ZIP 231: Memo Bundles

The key words “MUST”, “MUST NOT”, “SHOULD”, and “MAY” in this document are to be interpreted as described in BCP 14 ¹ when, and only when, they appear in all capitals.

The term “network upgrade” in this document is to be interpreted as described in ZIP 200. ²

The character § is used when referring to sections of the Zcash Protocol Specification. ³

The terms “Mainnet” and “Testnet” are to be interpreted as described in § 3.12 ‘Mainnet and Testnet’. ⁴

Abstract

Currently, the memo sent in a shielded output is limited to at most 512 bytes. This ZIP proposes to allow larger memos, and to enable memo data to be shared between multiple recipients of a transaction.

Motivation

In Zcash transaction versions v2 to v5 inclusive, each Sapling or Orchard shielded output contains a ciphertext comprised of a 52-byte note plaintext, and a corresponding 512-byte memo field. ⁵ Recipients can only decrypt the outputs sent to them, and thus can also only observe the memo fields included with the outputs they can decrypt.

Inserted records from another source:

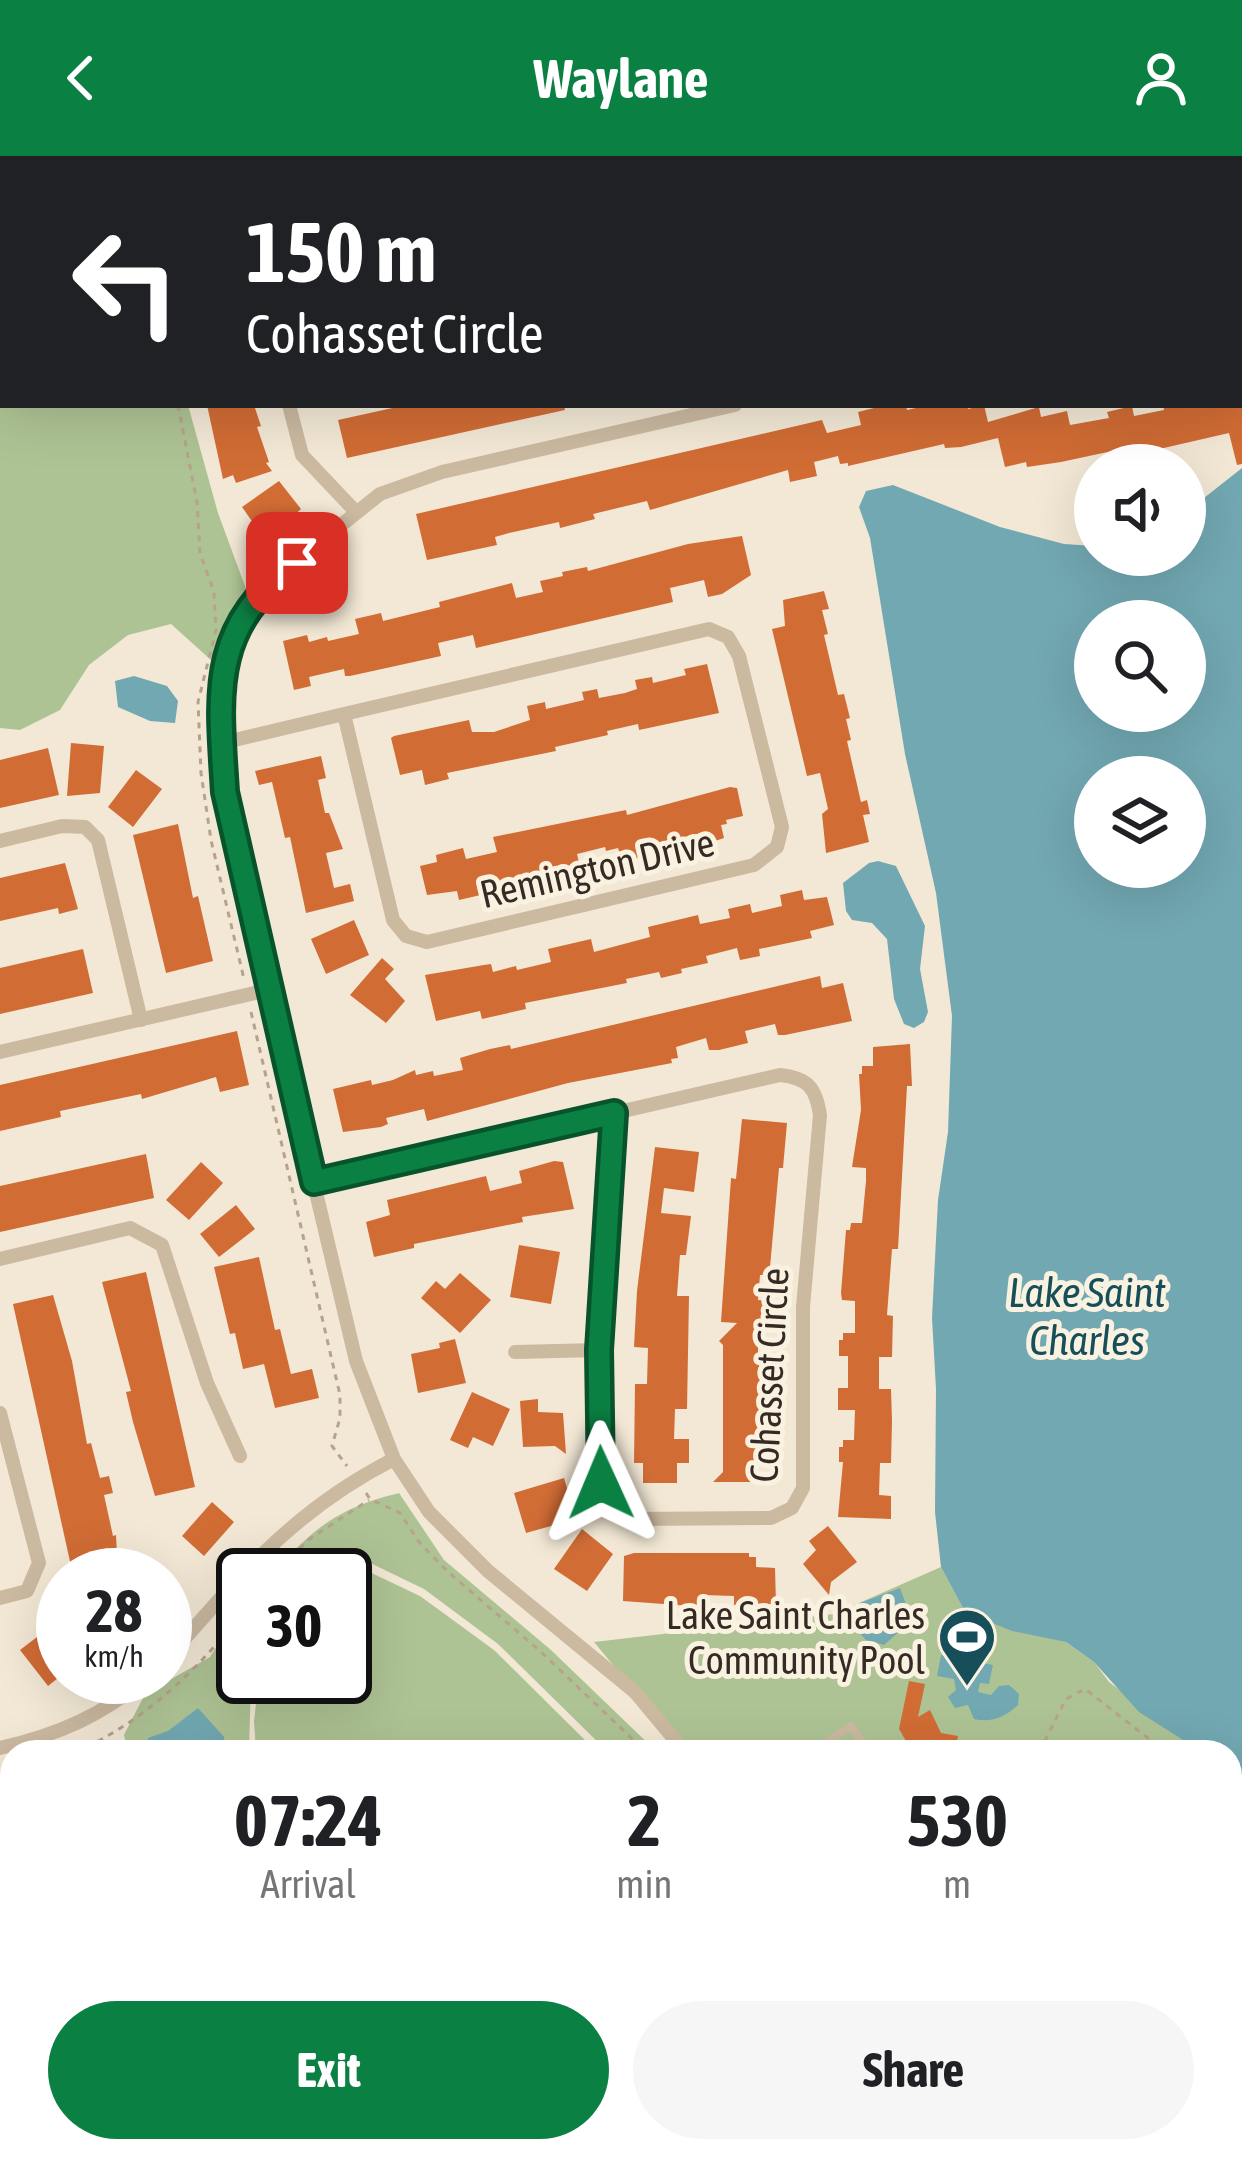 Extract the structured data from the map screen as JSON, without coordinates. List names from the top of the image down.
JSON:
{
  "streets": {
    "street": ["Remington Drive", "Cohasset Circle"]
  },
  "water": ["Lake Saint Charles"],
  "places": {
    "sports": ["Lake Saint Charles Community Pool"]
  },
  "page": {
    "header": "Waylane",
    "turn": ["150 m", "Cohasset Circle"],
    "speed": "28 km/h",
    "limit": "30",
    "eta": [
      "07:24",
      "Arrival",
      "2",
      "min",
      "530",
      "m"
    ],
    "buttons": ["Exit", "Share"]
  }
} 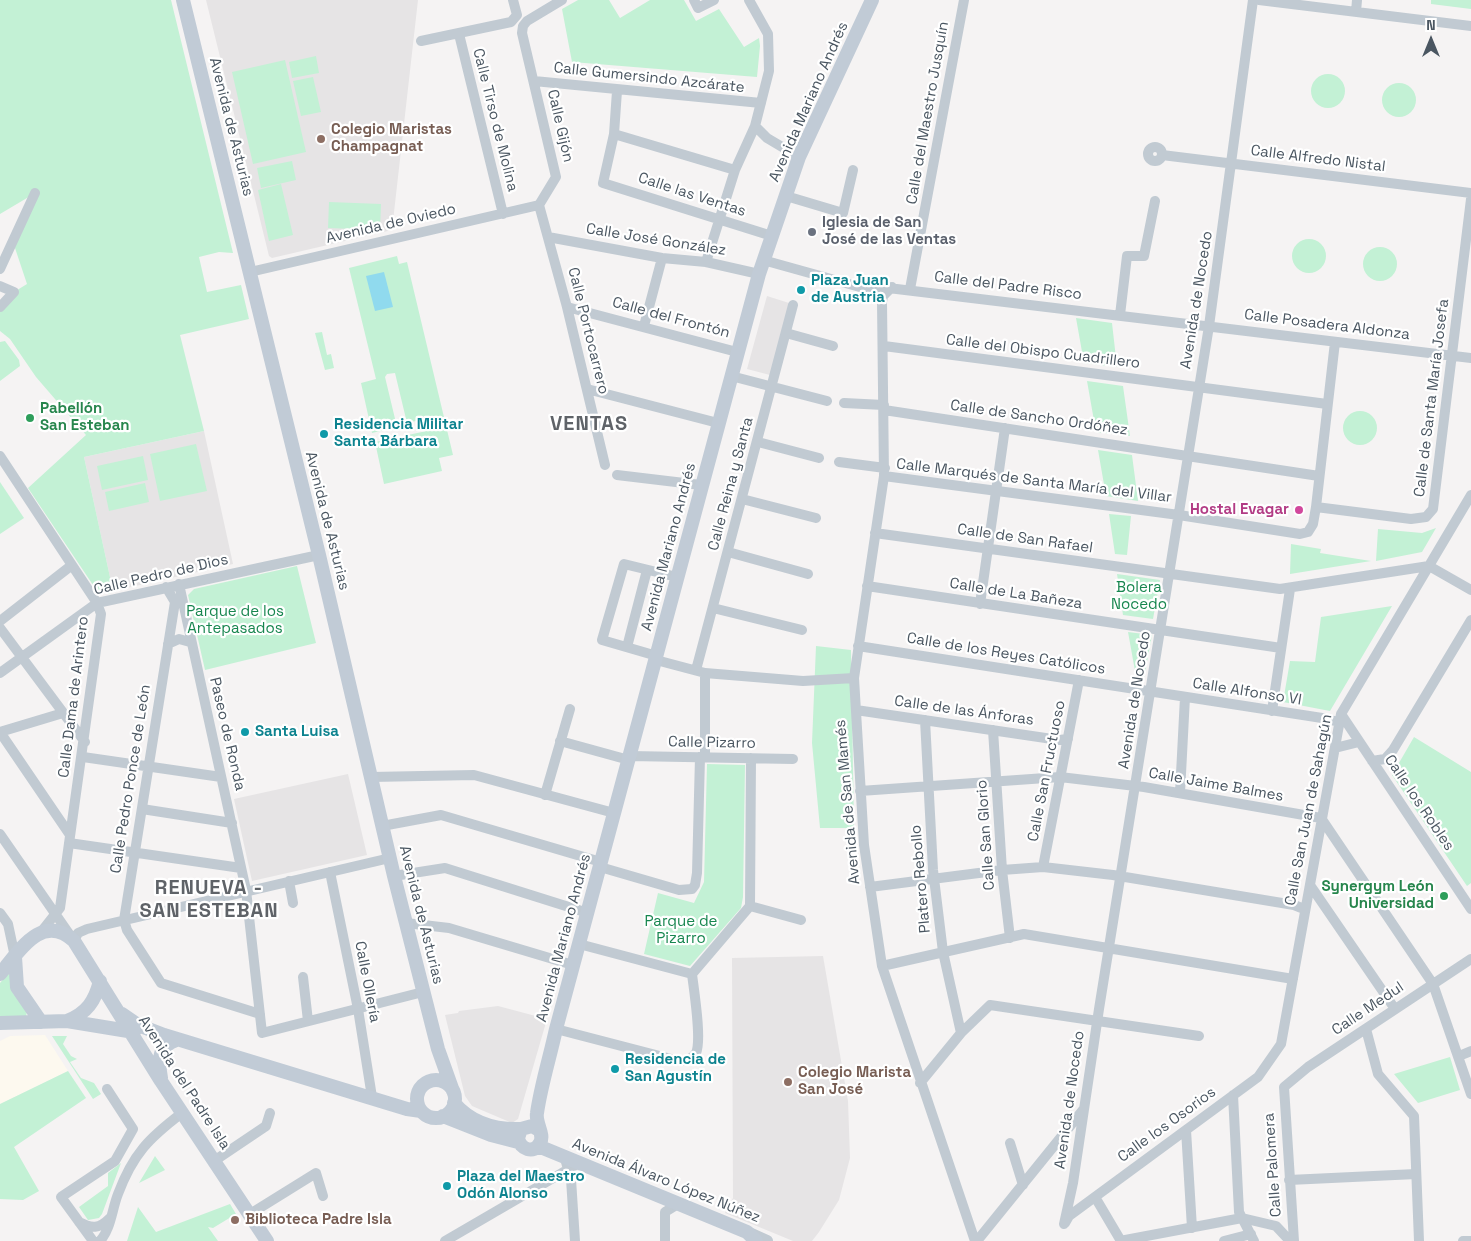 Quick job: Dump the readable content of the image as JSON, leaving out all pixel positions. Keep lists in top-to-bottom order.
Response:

The shielded transaction protocol hides the sender(s) (that is, the addresses corresponding to the keys used to spend the input notes) from all of the recipients. For certain kinds of transactions, it is desirable to make one or more sender addresses available to one or more recipients (for example, a reply address). In such circumstances it is important to authenticate the sender addresses, to give the recipient a guarantee that the address is controlled by a sender of the transaction; failure to authenticate this address can enable phishing attacks. These Authenticated Reply Addresses require zero-knowledge proofs, and for the Orchard protocol these proofs are too large to fit into a 512-byte memo field.

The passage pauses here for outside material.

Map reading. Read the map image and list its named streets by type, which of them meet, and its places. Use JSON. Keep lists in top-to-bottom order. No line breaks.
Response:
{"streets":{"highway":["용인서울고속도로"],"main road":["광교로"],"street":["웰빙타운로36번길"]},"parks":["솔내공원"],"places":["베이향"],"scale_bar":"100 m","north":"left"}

It is also desirable, for clients with more stringent bandwidth constraints, to be able to transmit encrypted notes to the client without including the encrypted memo data. In the current light client protocol ⁶, this is done by truncating the note ciphertext to just the part that encrypts the memo. However, that has the effect of truncating the authentication tag, and so the resulting decryption algorithm does not meet standard security notions for an authenticated encryption scheme. It is a goal of this proposal to rectify this, simplifying the security argument.

Instead of the memo data, this ZIP proposes that it is possible to indicate whether a memo is present for the recipient. When using the light client protocol, a recipient need not download full transaction information if this indication tells them that they have not received any memo in the transaction.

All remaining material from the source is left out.